The High Court will decide whether residents of the Central Kalahari Game Reserve (CKGR) who were not in the list of the 2006 judgement which declared that their relocation from the reserve was illegal can be buried in their ancestral land.
This follows a decision by government through the Ghanzi District Council to file a High Court case seeking an order to bar Basarwa who are not in the list to be buried inside the CKGR.
In 2006, the government decision to evict the Basarwa community from the CKGR was held to be illegal and unconstitutional by the High Court.

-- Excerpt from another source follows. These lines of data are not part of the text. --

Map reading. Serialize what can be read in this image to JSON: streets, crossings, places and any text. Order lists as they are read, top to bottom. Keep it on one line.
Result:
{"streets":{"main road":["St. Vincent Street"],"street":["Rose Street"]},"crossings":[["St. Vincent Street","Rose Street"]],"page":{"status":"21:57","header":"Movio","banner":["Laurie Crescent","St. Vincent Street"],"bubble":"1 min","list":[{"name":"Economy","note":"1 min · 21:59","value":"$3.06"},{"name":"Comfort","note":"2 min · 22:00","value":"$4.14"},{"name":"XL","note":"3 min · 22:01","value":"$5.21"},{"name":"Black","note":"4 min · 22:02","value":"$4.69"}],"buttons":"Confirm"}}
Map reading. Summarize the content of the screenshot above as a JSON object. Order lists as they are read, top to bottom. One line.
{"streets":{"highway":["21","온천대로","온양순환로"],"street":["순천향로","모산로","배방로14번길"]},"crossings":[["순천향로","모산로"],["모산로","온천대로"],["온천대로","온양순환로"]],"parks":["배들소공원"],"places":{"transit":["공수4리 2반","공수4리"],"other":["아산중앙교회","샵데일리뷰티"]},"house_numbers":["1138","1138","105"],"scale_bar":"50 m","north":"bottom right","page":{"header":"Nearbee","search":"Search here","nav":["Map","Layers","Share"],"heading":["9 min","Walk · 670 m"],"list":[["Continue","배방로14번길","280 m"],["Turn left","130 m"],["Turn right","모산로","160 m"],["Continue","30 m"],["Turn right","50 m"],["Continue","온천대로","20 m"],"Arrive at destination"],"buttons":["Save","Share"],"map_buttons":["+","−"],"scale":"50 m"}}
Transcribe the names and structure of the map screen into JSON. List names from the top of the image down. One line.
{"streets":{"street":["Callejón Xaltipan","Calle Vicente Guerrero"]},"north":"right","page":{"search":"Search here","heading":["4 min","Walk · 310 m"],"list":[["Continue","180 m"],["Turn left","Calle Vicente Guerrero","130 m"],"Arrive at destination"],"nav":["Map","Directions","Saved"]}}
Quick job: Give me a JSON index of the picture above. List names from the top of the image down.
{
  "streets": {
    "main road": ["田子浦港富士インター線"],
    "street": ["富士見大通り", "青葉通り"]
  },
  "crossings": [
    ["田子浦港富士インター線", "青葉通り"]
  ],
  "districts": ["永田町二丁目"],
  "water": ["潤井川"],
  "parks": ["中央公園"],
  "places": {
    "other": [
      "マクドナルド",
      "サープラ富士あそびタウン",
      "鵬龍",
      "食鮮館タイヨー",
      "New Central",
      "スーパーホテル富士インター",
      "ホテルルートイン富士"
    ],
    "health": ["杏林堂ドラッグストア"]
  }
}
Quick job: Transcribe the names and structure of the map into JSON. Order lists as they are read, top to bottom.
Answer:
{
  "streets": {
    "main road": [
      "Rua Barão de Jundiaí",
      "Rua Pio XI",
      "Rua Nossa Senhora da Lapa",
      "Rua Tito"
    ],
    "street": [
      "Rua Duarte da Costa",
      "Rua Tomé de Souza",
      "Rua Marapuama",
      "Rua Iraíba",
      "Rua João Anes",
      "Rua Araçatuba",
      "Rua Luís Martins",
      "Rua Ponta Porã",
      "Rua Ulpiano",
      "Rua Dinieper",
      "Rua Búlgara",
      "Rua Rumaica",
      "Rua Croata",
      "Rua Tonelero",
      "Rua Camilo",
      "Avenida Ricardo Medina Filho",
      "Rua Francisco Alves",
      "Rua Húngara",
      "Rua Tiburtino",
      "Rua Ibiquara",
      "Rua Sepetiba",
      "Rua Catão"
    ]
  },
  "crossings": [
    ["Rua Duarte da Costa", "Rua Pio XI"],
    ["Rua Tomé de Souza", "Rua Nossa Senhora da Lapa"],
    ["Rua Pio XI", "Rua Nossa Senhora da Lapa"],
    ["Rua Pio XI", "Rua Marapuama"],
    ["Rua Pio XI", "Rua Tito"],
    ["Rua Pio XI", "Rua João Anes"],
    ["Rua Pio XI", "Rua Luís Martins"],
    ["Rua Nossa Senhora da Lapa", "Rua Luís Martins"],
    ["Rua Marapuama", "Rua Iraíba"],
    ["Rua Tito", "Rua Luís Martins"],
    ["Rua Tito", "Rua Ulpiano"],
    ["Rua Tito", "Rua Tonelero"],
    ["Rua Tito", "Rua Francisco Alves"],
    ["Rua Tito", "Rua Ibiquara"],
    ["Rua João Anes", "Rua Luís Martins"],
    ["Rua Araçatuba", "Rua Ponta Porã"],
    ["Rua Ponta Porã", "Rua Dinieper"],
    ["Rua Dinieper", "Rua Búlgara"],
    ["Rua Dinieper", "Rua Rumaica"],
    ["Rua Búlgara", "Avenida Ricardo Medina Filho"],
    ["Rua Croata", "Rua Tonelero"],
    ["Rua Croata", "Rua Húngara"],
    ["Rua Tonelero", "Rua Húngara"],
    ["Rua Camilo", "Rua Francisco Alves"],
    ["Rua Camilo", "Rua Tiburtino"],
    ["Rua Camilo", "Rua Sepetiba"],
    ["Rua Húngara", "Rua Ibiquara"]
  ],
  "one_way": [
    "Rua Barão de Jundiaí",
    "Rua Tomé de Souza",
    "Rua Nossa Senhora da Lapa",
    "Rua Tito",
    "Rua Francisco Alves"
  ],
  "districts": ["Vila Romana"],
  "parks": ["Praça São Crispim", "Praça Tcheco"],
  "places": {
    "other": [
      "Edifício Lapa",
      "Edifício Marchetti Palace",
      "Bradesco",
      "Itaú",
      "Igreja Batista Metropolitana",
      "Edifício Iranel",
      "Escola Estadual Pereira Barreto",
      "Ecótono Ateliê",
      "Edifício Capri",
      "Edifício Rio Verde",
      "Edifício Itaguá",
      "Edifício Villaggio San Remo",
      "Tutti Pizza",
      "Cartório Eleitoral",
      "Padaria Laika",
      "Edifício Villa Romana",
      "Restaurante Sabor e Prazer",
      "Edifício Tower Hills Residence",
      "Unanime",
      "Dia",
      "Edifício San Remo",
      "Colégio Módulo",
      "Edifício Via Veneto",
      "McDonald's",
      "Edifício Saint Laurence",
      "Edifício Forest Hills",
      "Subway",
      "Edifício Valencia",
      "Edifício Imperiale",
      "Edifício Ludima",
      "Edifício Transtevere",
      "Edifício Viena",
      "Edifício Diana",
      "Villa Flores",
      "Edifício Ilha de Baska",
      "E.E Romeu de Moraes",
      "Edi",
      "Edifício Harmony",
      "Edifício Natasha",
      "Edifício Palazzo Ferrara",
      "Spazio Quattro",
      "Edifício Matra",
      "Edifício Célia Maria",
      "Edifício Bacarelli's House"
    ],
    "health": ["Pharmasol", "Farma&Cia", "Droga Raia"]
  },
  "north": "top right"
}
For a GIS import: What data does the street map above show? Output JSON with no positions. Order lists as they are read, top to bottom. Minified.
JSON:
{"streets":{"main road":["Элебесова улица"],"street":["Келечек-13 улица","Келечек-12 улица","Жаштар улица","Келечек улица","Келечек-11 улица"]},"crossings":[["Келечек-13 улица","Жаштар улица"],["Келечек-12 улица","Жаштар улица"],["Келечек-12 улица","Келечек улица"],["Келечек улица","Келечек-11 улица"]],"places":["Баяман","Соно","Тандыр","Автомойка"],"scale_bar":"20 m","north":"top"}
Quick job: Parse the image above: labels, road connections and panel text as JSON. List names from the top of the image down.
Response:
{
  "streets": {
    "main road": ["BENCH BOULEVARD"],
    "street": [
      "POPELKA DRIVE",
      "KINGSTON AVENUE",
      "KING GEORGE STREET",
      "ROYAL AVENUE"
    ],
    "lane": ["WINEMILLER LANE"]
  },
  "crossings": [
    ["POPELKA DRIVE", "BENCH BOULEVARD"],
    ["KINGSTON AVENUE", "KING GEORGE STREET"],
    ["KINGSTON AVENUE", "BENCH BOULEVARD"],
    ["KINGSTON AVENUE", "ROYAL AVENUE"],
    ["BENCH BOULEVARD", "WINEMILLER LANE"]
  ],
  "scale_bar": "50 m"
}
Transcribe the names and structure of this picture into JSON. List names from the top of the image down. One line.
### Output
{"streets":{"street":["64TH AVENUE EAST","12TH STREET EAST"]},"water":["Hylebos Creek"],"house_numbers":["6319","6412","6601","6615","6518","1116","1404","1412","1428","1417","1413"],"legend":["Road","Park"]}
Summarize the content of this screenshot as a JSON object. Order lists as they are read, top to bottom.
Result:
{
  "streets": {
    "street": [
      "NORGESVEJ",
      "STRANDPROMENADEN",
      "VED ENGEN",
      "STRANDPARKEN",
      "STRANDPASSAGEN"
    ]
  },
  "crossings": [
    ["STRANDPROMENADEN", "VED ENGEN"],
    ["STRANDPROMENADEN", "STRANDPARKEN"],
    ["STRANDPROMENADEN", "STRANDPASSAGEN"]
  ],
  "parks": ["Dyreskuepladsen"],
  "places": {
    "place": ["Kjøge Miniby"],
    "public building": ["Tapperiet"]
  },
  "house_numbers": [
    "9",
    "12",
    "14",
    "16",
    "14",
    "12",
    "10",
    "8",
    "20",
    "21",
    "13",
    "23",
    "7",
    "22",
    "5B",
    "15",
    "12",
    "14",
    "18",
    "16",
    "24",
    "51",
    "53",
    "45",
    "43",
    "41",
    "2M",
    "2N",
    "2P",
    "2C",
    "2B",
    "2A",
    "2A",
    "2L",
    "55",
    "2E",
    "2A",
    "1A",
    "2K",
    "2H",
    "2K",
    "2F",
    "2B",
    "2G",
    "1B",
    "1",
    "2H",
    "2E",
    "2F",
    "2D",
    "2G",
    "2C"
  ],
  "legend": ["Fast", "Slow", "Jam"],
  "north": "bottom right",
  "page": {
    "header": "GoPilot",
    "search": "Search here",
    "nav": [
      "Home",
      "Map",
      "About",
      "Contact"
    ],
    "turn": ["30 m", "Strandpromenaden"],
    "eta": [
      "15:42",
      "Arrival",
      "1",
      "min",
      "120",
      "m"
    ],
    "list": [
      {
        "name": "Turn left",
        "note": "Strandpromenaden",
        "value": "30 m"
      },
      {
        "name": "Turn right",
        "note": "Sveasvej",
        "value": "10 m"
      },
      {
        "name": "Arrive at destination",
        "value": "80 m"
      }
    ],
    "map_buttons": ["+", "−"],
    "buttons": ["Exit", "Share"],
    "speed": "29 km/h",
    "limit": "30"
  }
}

It did not make pronouncement on whether only those in the list of the 189 residents who challenged the illegal relocation could be buried in the reserve.
In his founding affidavit, Ghanzi District Council Secretary Dick Kalantle states that in some meetings held between the Council and the family and in an effort to persuade the Council to finance the burial of the deceased in the CKGR, his children and their relatives have pointed out that the Council had previously financed the burial of some people in the Reserve.
Kalantle said the Council did so because it took the view that it “was obliged to do as those persons were amoung the 189 which the Court in Sesana and Other v The Attorney General…declared were entitled to return and live in the CKGR.” The Sesana vs The Attorney General judgement declared the eviction of the Basarwa community from the CKGR illegal and unconstitutional.
Kalantle argued that the deceased was not an applicant in that case. He said no evidence of him having ever lived in the CKGR other than of the claim that he had been born there has ever been produced and no circumstances existed which entitled his children and relatives to bury him in a place other than that which the Revised National Policy on Destitute Persons decreed. The policy in question states among others that a beneficiary of this policy should be buried at his or her place of abode at the Council’s expenses.
With regard to the family of the deceased’ argument that there have been cases where the Council financed and allowed burial of some people in the Reserve citing the case of one, Mokwepa Ngwaa who was buried in CKGR despite the fact that he was not in the list of 189, Kalantle argued that the case was unique.
“Following Mr Ngwaa’s death, the Councillor for New Xade, a member of the Village Development Committee of that village, approached the Applicant (Council) with a request that the latter finance the burial of Mr Ngwaa’s corpse in the CKGR,” said Kalantle.
Kalantle said the Councillor explained that although Mr Ngwaa was not in the list of 189, he had always lived inside the CKGR, had never left the CKGR, had his home in CKGR and nowhere else, had no family nor relatives anywhere else other than inside the CKGR and had died on a temporary visit to New Xade. He said the Councillor, representing the Village Development Committee for New Xade, made the request.
Kalantle said the Ghanzi District Council took the view that it was an appropriate case in which Paragraph 6.8.3 of the Policy could be applied and did so. The paragraph in question states that “Subject to the certification of the tribal authority of Village Development Committee, Ward Development Committee chairperson, and with the including a non-citizen, who is not a registered destitute person, will be accorded the burial procedures as a destitute.”
Kalantle said Ghanzi District Council was also aware that Section 14(3)(c) of the Constitution of Botswana, which has been used by some to claim an entitlement and was certainly so used in the Sesana case referred above to live in the CKGR, was repealed which repeal came into operation on 01 December 2006.
He said all engagement by the Council with the children of the deceased and his relatives long as it has been, has borne no fruit, giving the Council no option but to seek the intervention of the Court.
“The applicant will not stand in their way (family of the deceased) if the latter approach (choosing to arrange the burial of the deceased and choose the place of burial), subject only to reservation as to the lawfulness of the right to bury a resident of New Xade inside the CKGR and their implications of setting such a precedent and the Applicant has no desire to be party to the setting of the precedent,” said Kalantle.